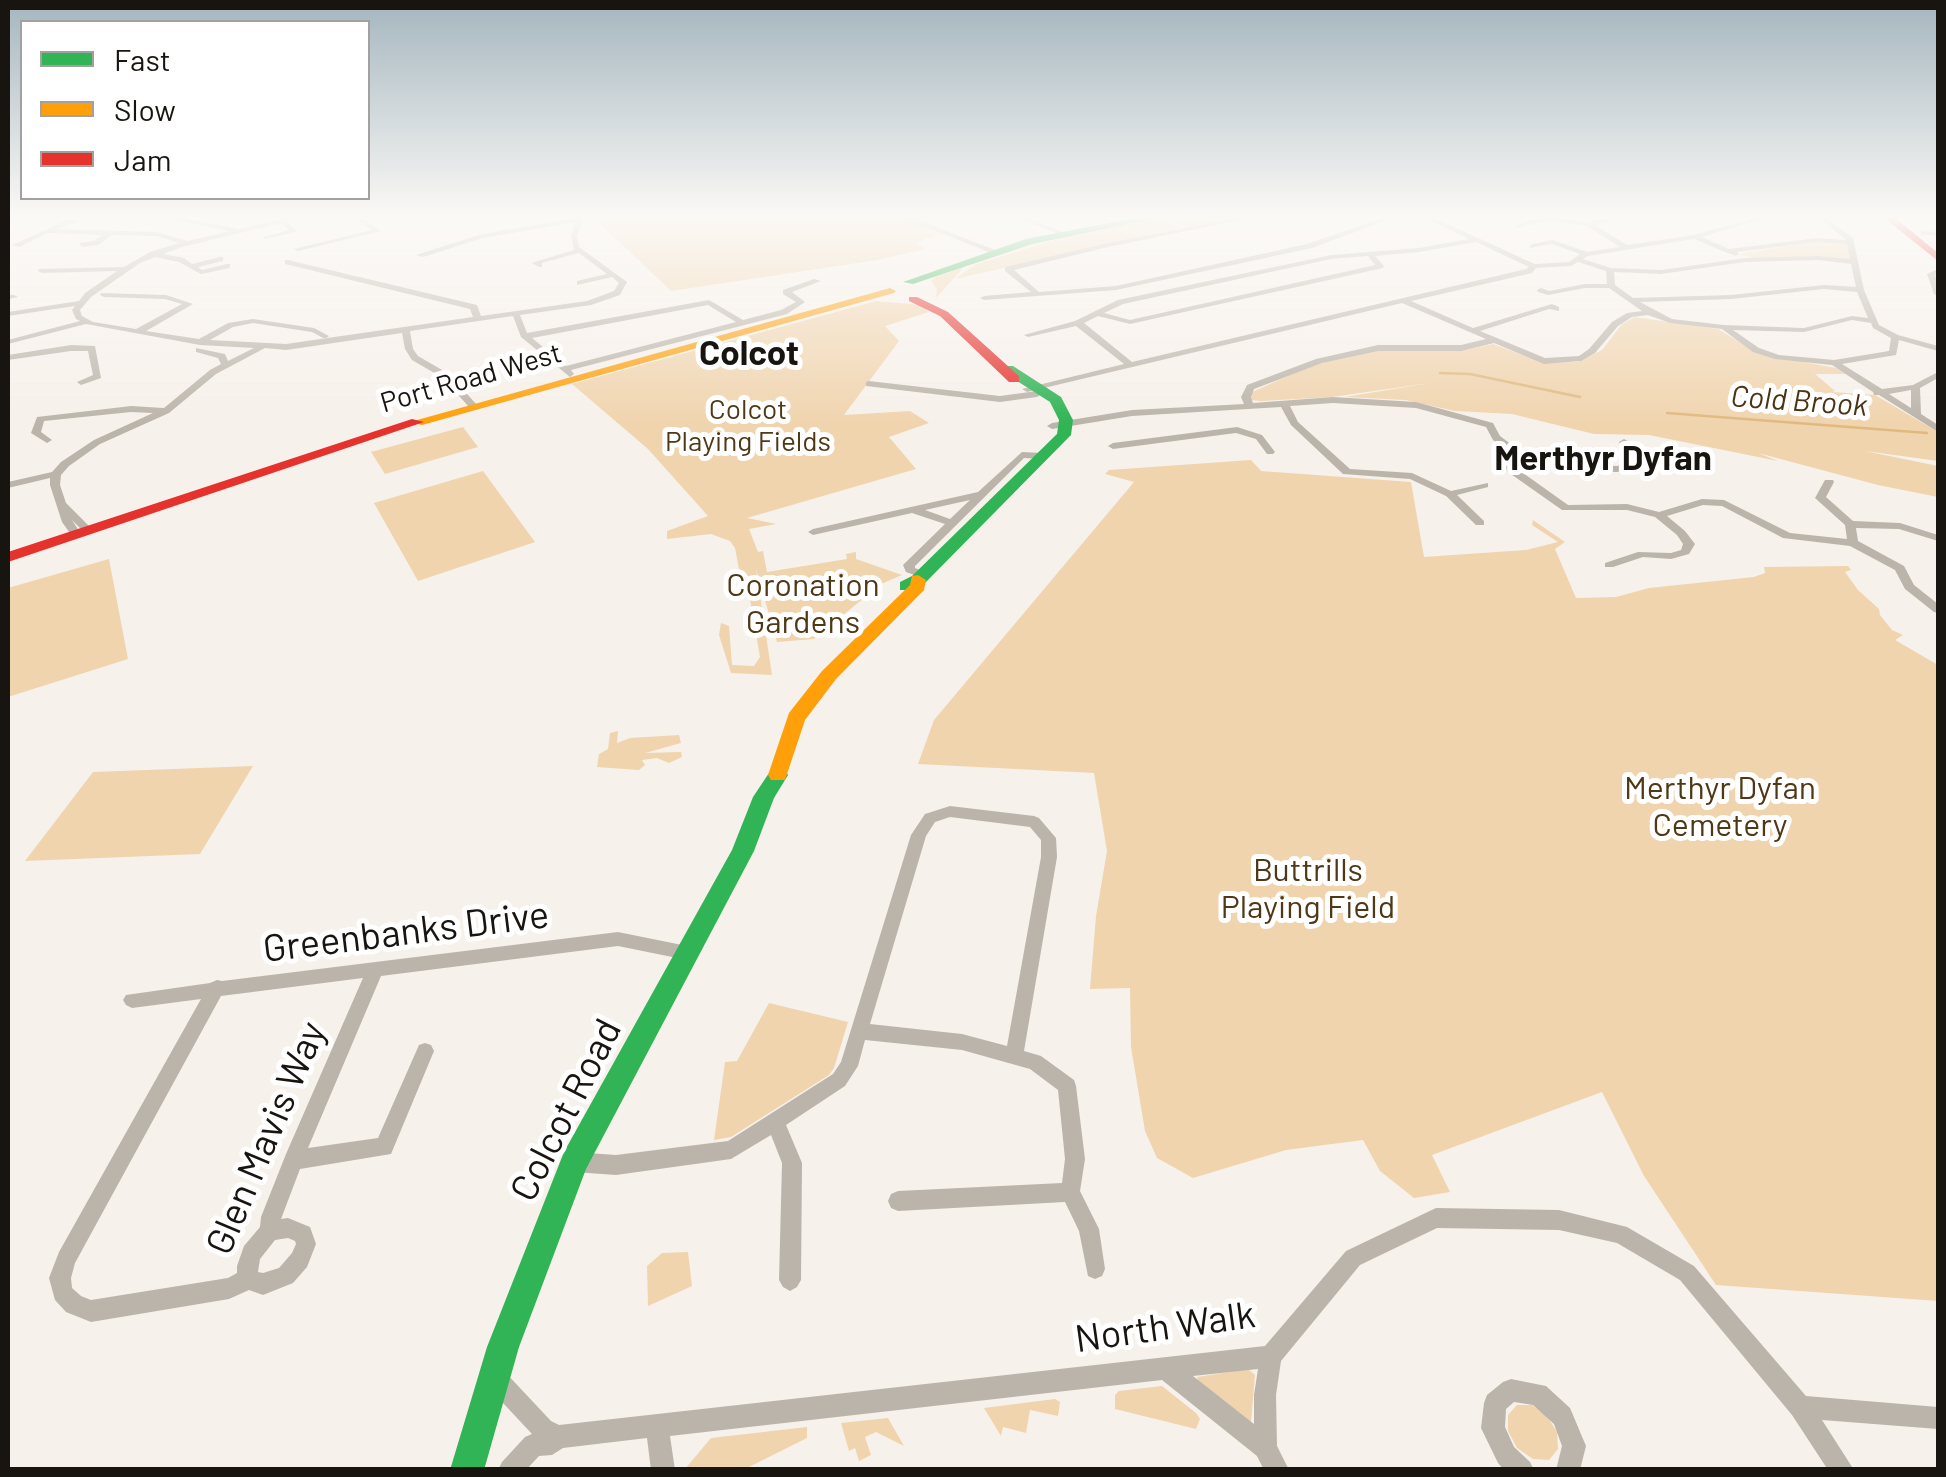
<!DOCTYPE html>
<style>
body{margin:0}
#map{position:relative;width:1946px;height:1477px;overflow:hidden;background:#f7f1eb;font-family:Barlow,sans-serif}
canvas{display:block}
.frame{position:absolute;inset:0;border:10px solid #181410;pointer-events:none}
.legend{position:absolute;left:20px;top:20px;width:350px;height:180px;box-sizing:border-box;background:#fff;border:2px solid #a3a19f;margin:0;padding:12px 18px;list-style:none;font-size:30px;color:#181410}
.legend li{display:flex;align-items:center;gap:20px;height:50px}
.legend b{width:50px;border:2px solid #a3a19f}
</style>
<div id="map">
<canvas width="1946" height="1477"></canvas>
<div class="frame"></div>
<ul class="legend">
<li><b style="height:12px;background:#30b455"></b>Fast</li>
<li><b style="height:12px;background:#ff9f0a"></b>Slow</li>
<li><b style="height:12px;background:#e5322d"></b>Jam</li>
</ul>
</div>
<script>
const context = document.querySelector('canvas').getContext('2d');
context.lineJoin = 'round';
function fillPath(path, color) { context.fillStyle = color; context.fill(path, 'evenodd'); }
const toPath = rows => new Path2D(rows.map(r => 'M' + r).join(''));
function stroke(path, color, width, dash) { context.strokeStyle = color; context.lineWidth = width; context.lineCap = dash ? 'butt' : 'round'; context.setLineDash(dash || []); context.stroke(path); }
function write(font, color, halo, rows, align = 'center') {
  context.font = font + ' Barlow,sans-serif'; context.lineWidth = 10; context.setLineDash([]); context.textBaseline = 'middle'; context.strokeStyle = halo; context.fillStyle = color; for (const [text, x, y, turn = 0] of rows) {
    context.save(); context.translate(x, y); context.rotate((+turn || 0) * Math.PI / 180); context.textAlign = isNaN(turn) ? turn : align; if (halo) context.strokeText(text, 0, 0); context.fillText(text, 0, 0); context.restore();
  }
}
const green = toPath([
 [593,217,942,217,926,221,954,235,937,235,915,243,925,249,878,260,671,291],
 [1165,217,1244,217,1185,228,1171,218,1162,219,1181,228,955,279,976,264,1058,239,1041,242,964,267,936,298,937,289,931,281,936,277,995,255,1071,233],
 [1818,241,1848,244,1850,259,1753,258,1738,254],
 [876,301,922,305,929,312,885,326,899,341,844,415,910,411,929,423,889,437,916,469,747,518,776,524,749,529,758,552,763,551,767,572,847,559,846,554,856,552,856,559,902,575,881,584,814,639,777,642,756,569,772,675,731,673,719,635,721,623,729,626,732,665,754,666,760,657,746,576,740,575,735,548,730,541,711,534,667,539,667,531,708,516,648,449,572,384],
 [1635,317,1718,329,1760,354,1836,368,1846,374,1815,374,1835,391,1832,392,1875,395,1938,432,1938,461,1865,451,1938,466,1938,497,1878,485,1758,453,1778,461,1649,435,1594,434,1512,414,1455,411,1406,400,1345,397,1430,383,1332,397,1261,401,1252,400,1250,393,1310,366,1368,351,1464,350,1493,344,1544,363,1578,362,1602,350,1622,324],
 [463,427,478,447,385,474,371,452],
 [1251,460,1261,471,1411,482,1424,557,1526,550,1558,542,1532,525,1533,520,1565,542,1555,549,1576,598,1616,597,1649,588,1754,577,1765,573,1764,567,1848,566,1851,570,1845,572,1858,590,1879,609,1880,615,1892,630,1903,635,1895,640,1938,665,1938,1301,1716,1285,1644,1176,1602,1092,1432,1155,1450,1192,1414,1198,1380,1171,1363,1140,1286,1150,1193,1178,1157,1158,1145,1131,1131,1047,1130,988,1090,989,1096,916,1107,851,1094,773,918,764,934,720,1134,482,1105,474,1109,470],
 [483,471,535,542,418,581,374,503],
 [109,559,128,659,8,697,8,588],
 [618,731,617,743,630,738,679,735,681,743,645,753,681,752,682,757,669,763,657,758,642,760,645,765,639,770,597,767,599,754,608,749,610,733],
 [253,766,200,854,25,861,93,772],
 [769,1003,848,1022,834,1068,829,1075,731,1137,714,1140,725,1062,737,1061],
 [688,1252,692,1286,648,1306,647,1266,662,1253],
 [1248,1369,1255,1375,1251,1422,1198,1382,1197,1377],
 [1162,1386,1196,1413,1200,1419,1196,1429,1115,1409,1115,1395,1119,1391],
 [1055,1399,1060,1402,1058,1416,1030,1410,1026,1433,1003,1427,1001,1436,984,1408],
 [1517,1405,1532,1405,1547,1416,1557,1432,1558,1449,1549,1460,1533,1459,1517,1448,1508,1431,1508,1415],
 [888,1418,904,1446,876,1432,865,1437,871,1455,859,1461,855,1448,849,1451,841,1423],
 [807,1427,807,1438,745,1469,685,1469,711,1438]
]);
const stream = toPath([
 [1440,373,1470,374,1580,397],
 [1667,413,1927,433]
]);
const street = toPath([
 [162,217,176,217,239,229,290,217,302,217,287,222,296,230,296,232,264,239,264,237,289,230,281,223,182,247,163,254,184,258,192,264,220,257,223,257,223,261,198,267,202,270,227,264,230,264,230,268,201,274,179,262,155,257,140,263,91,297,80,310,82,316,93,322,136,329,182,304,165,299,104,297,100,295,101,293,166,295,193,304,146,331,199,339,228,323,253,319,314,328,329,336,325,339,312,332,253,323,233,327,210,340,286,344,473,317,470,309,285,264,285,260,288,260,477,305,481,316,587,301,614,291,619,283,612,277,577,285,577,281,607,274,579,253,542,263,542,267,539,267,531,263,574,250,571,235,576,222,483,238,423,257,416,255,482,234,580,217,584,219,577,235,579,247,627,282,620,295,591,305,520,315,527,333,709,300,743,320,781,310,796,302,783,294,783,290,814,279,821,281,792,292,805,302,787,314,571,370,574,374,570,377,521,337,513,316,410,331,413,349,418,356,449,374,477,405,472,408,469,407,443,378,412,360,405,349,402,333,286,350,265,348,216,374,169,413,100,444,69,466,61,475,60,485,66,503,93,530,88,533,84,532,72,520,81,534,76,537,72,536,62,522,50,485,50,478,8,488,8,482,52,472,61,462,94,440,153,413,131,412,44,421,41,432,52,440,47,443,31,433,37,417,131,406,164,408,210,370,221,364,218,358,196,352,196,348,225,354,228,361,254,348,200,345,86,324,8,344,8,340,80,321,76,319,72,310,75,306,8,316,8,312,79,301,85,293,117,271,42,273,38,271,39,269,124,267,150,252,179,243,157,236,112,235,98,245,82,247,79,243,93,241,103,235,48,233,19,247,12,245,69,219,81,221,57,229,157,232,188,241,229,231,162,217],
 [708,305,736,322,566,366,532,338,708,305],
 [352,217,360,217,381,231,298,251,294,249,372,230,352,217],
 [436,217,469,217,466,219,436,217],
 [901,217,910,217,998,251,991,253,901,217],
 [1018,217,1027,217,1064,233,1059,234,1018,217],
 [1241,217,1255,217,1108,247,1014,270,1039,292,1116,286,1307,244,1385,217,1395,217,1312,248,1116,290,984,300,980,298,984,296,1031,292,1005,271,1005,267,1108,243,1241,217],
 [1423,217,1432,217,1535,264,1569,262,1580,254,1552,244,1529,248,1532,244,1553,240,1587,252,1620,247,1587,226,1548,220,1518,228,1515,226,1541,217,1589,222,1610,217,1623,217,1595,225,1627,245,1694,235,1757,217,1768,217,1702,237,1729,249,1817,238,1846,240,1818,217,1825,217,1853,238,1864,290,1879,325,1898,335,1938,346,1938,351,1899,340,1896,355,1842,364,1882,389,1913,385,1938,372,1938,378,1920,388,1921,414,1938,425,1938,432,1879,395,1874,395,1873,392,1832,365,1775,359,1753,352,1722,329,1670,323,1648,315,1632,317,1618,326,1595,353,1581,361,1544,364,1494,343,1461,351,1378,351,1322,363,1254,389,1251,397,1253,403,1333,397,1416,402,1493,423,1500,436,1516,448,1584,465,1617,466,1624,464,1627,458,1619,442,1624,439,1629,442,1637,458,1632,468,1617,472,1584,471,1516,454,1511,462,1516,468,1568,505,1627,504,1659,512,1702,499,1724,500,1790,533,1847,539,1845,525,1815,498,1825,480,1833,480,1834,482,1826,497,1853,521,1900,523,1938,535,1938,541,1899,529,1856,528,1858,541,1904,566,1914,585,1938,604,1938,613,1934,612,1905,589,1895,570,1850,546,1783,538,1722,506,1703,505,1667,516,1685,531,1695,544,1689,554,1671,559,1643,557,1613,567,1605,567,1605,563,1638,552,1671,553,1681,550,1683,544,1677,535,1655,517,1627,510,1562,510,1508,472,1501,462,1508,451,1493,440,1486,427,1416,408,1333,403,1290,406,1298,422,1350,469,1412,473,1451,491,1488,483,1488,487,1457,495,1484,521,1484,525,1476,525,1446,496,1410,479,1343,474,1291,425,1281,407,1132,416,1052,429,1047,426,1052,423,1132,410,1244,404,1241,397,1247,385,1316,359,1378,345,1461,345,1486,339,1402,303,1027,392,1022,389,1124,364,1076,326,1028,337,1024,335,1075,321,1118,300,1331,255,1419,248,1469,239,1423,217],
 [1694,239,1735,256,1739,254,1737,252,1817,242,1847,244,1850,259,1818,256,1745,258,1661,270,1611,268,1583,259,1588,256,1694,239],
 [1476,242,1529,267,1526,269,1132,362,1084,323,1098,316,1130,324,1383,268,1384,266,1375,256,1419,252,1476,242],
 [1368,256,1375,265,1130,320,1104,313,1123,304,1331,259,1368,256],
 [1818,260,1851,264,1856,287,1824,285,1731,295,1633,298,1615,285,1614,272,1661,274,1745,262,1818,260],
 [1578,262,1606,271,1607,284,1585,284,1549,291,1541,288,1537,290,1538,292,1548,295,1585,288,1609,288,1642,311,1627,313,1612,322,1589,349,1579,356,1545,358,1480,331,1549,309,1559,311,1559,307,1552,304,1473,328,1411,301,1532,273,1536,268,1571,266,1578,262],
 [1824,289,1857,292,1868,318,1852,316,1804,328,1724,325,1672,319,1640,302,1731,299,1824,289],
 [1852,320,1871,323,1873,328,1891,338,1889,351,1834,360,1779,355,1759,348,1733,330,1804,332,1852,320],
 [1911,390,1911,408,1889,394,1911,390],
 [1922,231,1938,232,1938,236,1920,234,1922,231],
 [1938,269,1938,274,1935,275,1938,285,1938,296,1934,294,1927,274,1938,269],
 [8,295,14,295,18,297,8,299,8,295],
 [71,345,95,346,101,378,81,385,77,382,93,375,88,351,71,351,8,360,8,355,71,345],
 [869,381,1000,396,1037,391,1042,394,1037,397,1000,402,866,386,866,382,869,381],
 [1237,427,1262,435,1275,452,1273,454,1267,454,1256,439,1236,433,1113,449,1108,446,1113,443,1237,427],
 [1022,452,1042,453,1047,456,1042,459,1024,458,915,566,915,568,927,573,927,577,923,578,906,572,903,565,945,524,912,513,813,535,808,532,813,529,978,492,1022,452],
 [970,500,950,519,925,510,970,500],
 [950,806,1034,816,1039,818,1056,838,1057,857,1024,1051,1041,1056,1074,1080,1076,1086,1085,1159,1080,1191,1099,1229,1105,1269,1102,1276,1095,1279,1088,1276,1079,1231,1065,1202,898,1211,891,1208,888,1201,891,1194,898,1191,1062,1183,1065,1159,1058,1090,1030,1069,962,1050,865,1040,858,1066,845,1086,786,1125,802,1163,801,1280,797,1287,790,1291,783,1287,779,1280,782,1163,771,1135,731,1159,616,1175,574,1172,567,1169,564,1162,567,1155,574,1152,616,1155,728,1141,833,1074,841,1062,911,835,925,814,950,806],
 [950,817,1030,827,1041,840,1041,857,1007,1046,962,1034,870,1024,926,836,935,822,950,817],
 [618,932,687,946,693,948,695,953,693,958,687,960,618,946,381,976,308,1148,378,1138,419,1045,425,1043,431,1045,434,1051,391,1154,300,1169,281,1219,288,1218,310,1227,316,1244,307,1267,293,1283,263,1295,249,1290,229,1299,91,1322,66,1312,55,1300,49,1278,59,1252,201,999,132,1008,126,1005,123,1000,126,995,210,983,217,980,222,981,618,932],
 [363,978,286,1154,261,1217,260,1227,244,1246,237,1266,237,1273,228,1278,91,1300,81,1296,72,1288,71,1278,75,1263,221,996,363,978],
 [288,1238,295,1241,296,1244,292,1253,279,1268,263,1273,258,1272,260,1259,275,1240,288,1238],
 [1436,1208,1559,1210,1627,1227,1694,1266,1806,1396,1938,1407,1938,1429,1822,1420,1854,1470,1828,1470,1792,1415,1680,1280,1617,1243,1559,1230,1437,1228,1360,1265,1281,1361,1276,1395,1277,1446,1289,1470,1264,1470,1257,1456,1162,1380,670,1436,675,1470,651,1470,647,1438,563,1448,552,1455,539,1456,526,1470,498,1470,502,1462,525,1437,532,1434,489,1388,486,1380,489,1372,497,1369,505,1372,551,1421,559,1425,1265,1346,1346,1251,1436,1208],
 [1258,1369,1254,1395,1254,1424,1193,1376,1258,1369],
 [1511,1379,1546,1386,1570,1408,1586,1446,1580,1470,1556,1470,1562,1446,1554,1424,1533,1405,1514,1402,1506,1409,1505,1427,1514,1447,1530,1462,1534,1470,1504,1470,1498,1463,1481,1428,1484,1403,1487,1395,1503,1382,1511,1379]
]);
const fast = toPath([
 [1140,217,1161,217,1032,244,913,284,903,282,1026,239,1140,217],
 [1003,366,1013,366,1061,397,1073,420,1071,435,924,584,912,590,900,590,900,582,912,576,1057,434,1059,420,1050,402,1003,372,1003,366],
 [778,768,785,770,788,775,774,798,754,851,586,1169,519,1347,484,1470,450,1470,487,1347,564,1152,732,850,753,797,771,770,778,768]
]);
const slow = toPath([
 [890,288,896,291,894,293,422,425,410,422,890,288],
 [918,575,926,580,924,590,836,679,805,720,785,780,771,780,768,775,789,713,822,671,910,585,912,576,918,575]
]);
const jam = toPath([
 [1883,217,1894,217,1938,253,1938,261,1883,217],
 [909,297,917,297,948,312,1019,376,1019,382,1009,382,940,316,909,301,909,297],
 [412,419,424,422,8,562,8,552,412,419]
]);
const farStreetnames = [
 ["Port Road West",471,378,-16]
];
const farParknames = [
 ["Colcot",748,410],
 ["Playing Fields",748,442]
];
const farWaternames = [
 ["Cold Brook",1799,401,4]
];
const parkNames = [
 ["Coronation",803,585],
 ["Gardens",803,622],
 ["Merthyr Dyfan",1720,788],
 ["Cemetery",1720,825],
 ["Buttrills",1308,870],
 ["Playing Field",1308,907]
];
const farDistrictnames = [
 ["Colcot",749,353],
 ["Merthyr Dyfan",1603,458]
];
const nearStreetnames = [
 ["Greenbanks Drive",406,932,-7],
 ["Colcot Road",566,1110,-63],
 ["Glen Mavis Way",266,1138,-67],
 ["North Walk",1165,1327,-8]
];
fillPath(green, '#f0d4ae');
stroke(stream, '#e0b981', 2.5);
fillPath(street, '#bbb4aa');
fillPath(fast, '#30b455');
fillPath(slow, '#ff9f0a');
fillPath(jam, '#e5322d');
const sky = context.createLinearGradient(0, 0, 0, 424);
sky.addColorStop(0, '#a5b6bf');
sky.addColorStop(0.51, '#fbf9f6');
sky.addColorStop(1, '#fbf9f600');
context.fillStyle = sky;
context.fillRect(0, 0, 1946, 424);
write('28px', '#181410', '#fff', farStreetnames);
write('28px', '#4e3816', '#fff', farParknames);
write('italic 30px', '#4a3413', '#fff', farWaternames);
write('32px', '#4e3816', '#fff', parkNames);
write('bold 35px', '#181410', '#fff', farDistrictnames);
write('38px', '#181410', '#fff', nearStreetnames);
</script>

--------------------------------------------------

Check each line above for the string "strokeStyle" and return those that contain it.

> [WRITTEN SOLUTION]
function stroke(path, color, width, dash) { context.strokeStyle = color; context.lineWidth = width; context.lineCap = dash ? 'butt' : 'round'; context.setLineDash(dash || []); context.stroke(path); }
  context.font = font + ' Barlow,sans-serif'; context.lineWidth = 10; context.setLineDash([]); context.textBaseline = 'middle'; context.strokeStyle = halo; context.fillStyle = color; for (const [text, x, y, turn = 0] of rows) {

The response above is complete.